Content starts
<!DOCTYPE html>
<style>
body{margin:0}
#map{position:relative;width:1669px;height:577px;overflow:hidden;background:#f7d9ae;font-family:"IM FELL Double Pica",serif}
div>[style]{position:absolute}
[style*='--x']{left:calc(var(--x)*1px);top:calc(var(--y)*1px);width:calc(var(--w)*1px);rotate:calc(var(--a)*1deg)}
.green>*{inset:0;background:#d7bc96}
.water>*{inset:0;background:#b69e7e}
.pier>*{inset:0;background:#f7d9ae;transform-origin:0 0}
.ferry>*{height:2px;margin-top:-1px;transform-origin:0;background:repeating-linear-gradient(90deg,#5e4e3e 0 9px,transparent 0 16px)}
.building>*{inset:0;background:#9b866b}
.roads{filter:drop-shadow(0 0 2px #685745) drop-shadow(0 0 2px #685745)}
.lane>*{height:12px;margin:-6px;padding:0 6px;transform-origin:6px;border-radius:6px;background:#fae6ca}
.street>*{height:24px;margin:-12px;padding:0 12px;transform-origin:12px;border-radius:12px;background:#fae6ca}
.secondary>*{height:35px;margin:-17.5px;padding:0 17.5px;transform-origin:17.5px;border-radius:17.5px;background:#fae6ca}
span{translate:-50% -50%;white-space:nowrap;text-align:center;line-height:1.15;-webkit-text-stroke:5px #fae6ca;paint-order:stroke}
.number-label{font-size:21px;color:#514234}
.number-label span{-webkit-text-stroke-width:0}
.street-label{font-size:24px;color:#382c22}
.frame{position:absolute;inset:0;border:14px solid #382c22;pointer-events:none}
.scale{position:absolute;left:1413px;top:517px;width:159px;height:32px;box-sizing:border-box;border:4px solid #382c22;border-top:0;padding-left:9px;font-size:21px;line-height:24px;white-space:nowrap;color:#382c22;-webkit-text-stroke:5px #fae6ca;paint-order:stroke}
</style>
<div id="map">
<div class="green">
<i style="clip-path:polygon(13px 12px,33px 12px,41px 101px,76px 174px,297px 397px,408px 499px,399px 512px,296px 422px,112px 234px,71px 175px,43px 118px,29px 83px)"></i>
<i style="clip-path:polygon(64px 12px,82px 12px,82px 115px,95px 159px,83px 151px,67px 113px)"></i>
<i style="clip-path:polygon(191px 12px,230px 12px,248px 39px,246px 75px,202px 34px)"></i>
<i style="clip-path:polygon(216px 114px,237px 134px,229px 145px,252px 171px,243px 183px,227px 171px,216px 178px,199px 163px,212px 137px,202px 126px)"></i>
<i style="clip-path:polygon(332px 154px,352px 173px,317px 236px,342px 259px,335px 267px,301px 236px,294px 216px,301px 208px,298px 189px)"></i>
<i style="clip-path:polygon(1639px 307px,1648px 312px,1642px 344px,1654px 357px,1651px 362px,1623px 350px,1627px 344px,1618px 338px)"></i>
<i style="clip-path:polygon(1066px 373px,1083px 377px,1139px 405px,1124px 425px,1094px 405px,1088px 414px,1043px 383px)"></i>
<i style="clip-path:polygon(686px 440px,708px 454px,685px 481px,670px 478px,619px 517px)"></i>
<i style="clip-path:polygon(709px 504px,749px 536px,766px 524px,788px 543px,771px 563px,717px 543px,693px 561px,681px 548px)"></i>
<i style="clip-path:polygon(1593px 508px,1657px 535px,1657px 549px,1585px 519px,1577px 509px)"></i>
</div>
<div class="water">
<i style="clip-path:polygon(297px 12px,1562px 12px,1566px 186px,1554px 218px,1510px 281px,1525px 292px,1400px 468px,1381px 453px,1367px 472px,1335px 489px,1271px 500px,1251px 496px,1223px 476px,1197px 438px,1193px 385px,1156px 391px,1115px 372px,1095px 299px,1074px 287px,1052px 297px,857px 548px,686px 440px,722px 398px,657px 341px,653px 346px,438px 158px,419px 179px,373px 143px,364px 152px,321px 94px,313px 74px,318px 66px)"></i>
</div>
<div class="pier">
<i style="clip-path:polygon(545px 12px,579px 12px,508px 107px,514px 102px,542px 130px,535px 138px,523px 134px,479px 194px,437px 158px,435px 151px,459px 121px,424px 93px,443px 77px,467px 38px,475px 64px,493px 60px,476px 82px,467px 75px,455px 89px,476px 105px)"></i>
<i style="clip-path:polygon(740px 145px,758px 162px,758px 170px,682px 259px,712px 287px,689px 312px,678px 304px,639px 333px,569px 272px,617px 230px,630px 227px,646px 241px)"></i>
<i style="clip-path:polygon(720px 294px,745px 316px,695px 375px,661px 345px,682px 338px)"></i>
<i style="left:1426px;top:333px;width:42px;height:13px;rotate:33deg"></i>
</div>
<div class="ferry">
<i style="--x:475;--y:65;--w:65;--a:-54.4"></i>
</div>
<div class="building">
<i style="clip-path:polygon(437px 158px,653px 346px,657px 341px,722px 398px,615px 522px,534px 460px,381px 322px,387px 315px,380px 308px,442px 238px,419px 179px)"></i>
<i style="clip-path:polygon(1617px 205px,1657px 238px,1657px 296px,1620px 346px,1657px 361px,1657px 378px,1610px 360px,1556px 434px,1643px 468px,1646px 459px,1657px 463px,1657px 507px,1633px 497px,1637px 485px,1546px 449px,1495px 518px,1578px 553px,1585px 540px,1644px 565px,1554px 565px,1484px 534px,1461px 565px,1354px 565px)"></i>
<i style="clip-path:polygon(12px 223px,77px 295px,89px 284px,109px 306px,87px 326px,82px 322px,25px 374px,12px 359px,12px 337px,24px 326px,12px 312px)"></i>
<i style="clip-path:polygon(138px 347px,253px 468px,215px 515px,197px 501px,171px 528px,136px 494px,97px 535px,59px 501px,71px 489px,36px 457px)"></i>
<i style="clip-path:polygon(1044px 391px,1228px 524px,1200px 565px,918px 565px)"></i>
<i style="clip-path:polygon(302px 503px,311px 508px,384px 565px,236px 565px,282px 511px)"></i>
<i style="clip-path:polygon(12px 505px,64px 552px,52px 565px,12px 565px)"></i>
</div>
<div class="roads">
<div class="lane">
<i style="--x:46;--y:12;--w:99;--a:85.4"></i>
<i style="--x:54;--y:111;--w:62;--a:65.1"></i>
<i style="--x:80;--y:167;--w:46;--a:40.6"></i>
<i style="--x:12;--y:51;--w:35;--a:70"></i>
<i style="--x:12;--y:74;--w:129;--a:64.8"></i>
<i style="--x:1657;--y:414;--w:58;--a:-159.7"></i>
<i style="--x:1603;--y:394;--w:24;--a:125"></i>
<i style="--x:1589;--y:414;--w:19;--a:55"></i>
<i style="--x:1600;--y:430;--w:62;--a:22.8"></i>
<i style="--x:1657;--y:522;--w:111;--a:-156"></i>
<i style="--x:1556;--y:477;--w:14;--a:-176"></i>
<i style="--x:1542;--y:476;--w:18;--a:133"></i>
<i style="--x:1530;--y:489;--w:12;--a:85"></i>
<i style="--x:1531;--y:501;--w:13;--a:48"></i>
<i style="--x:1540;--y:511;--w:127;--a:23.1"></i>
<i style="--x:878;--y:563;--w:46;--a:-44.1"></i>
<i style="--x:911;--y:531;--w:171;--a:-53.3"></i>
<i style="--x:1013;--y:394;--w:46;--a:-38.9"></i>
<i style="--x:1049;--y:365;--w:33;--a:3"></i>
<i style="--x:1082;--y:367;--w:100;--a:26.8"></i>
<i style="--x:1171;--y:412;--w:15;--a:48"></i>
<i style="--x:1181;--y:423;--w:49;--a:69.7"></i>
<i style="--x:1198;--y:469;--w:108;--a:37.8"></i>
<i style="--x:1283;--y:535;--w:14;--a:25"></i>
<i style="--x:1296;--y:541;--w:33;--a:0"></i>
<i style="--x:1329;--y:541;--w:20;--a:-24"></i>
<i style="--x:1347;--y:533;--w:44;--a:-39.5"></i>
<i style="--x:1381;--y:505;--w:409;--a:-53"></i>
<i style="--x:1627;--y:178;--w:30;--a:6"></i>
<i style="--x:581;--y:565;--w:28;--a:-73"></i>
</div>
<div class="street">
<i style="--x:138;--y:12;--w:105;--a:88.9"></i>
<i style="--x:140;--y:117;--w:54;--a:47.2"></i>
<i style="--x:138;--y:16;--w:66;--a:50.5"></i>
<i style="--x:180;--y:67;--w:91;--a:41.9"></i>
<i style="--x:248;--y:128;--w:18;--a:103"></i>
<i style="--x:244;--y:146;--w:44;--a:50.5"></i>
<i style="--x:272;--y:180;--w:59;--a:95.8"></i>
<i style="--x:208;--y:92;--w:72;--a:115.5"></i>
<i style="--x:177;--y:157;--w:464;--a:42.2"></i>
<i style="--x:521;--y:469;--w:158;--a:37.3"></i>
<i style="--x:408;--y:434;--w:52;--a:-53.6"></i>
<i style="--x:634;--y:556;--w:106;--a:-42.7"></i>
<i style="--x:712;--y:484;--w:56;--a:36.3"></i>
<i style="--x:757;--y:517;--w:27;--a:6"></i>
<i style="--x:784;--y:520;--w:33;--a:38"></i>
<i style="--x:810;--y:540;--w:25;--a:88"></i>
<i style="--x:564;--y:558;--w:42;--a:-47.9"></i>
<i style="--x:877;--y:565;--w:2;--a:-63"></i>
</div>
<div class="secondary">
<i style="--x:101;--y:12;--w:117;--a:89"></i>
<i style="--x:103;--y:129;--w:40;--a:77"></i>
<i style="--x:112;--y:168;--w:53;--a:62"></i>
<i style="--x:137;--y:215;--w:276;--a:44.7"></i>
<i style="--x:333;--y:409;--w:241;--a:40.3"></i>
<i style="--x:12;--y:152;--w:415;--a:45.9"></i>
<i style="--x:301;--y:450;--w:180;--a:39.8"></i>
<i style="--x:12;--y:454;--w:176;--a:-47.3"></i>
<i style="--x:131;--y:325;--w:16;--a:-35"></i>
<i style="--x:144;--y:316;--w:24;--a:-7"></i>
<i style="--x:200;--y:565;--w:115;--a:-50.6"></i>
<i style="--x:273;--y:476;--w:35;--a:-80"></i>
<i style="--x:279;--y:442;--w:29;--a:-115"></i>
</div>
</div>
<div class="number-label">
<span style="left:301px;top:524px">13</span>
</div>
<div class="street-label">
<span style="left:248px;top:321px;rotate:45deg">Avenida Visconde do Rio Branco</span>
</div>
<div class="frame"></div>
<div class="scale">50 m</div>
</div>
Content ends
Only the lines from the one containing "do Rio Branco</span>" through the end of the listing belong in the response, each reproduced exactly.

<span style="left:248px;top:321px;rotate:45deg">Avenida Visconde do Rio Branco</span>
</div>
<div class="frame"></div>
<div class="scale">50 m</div>
</div>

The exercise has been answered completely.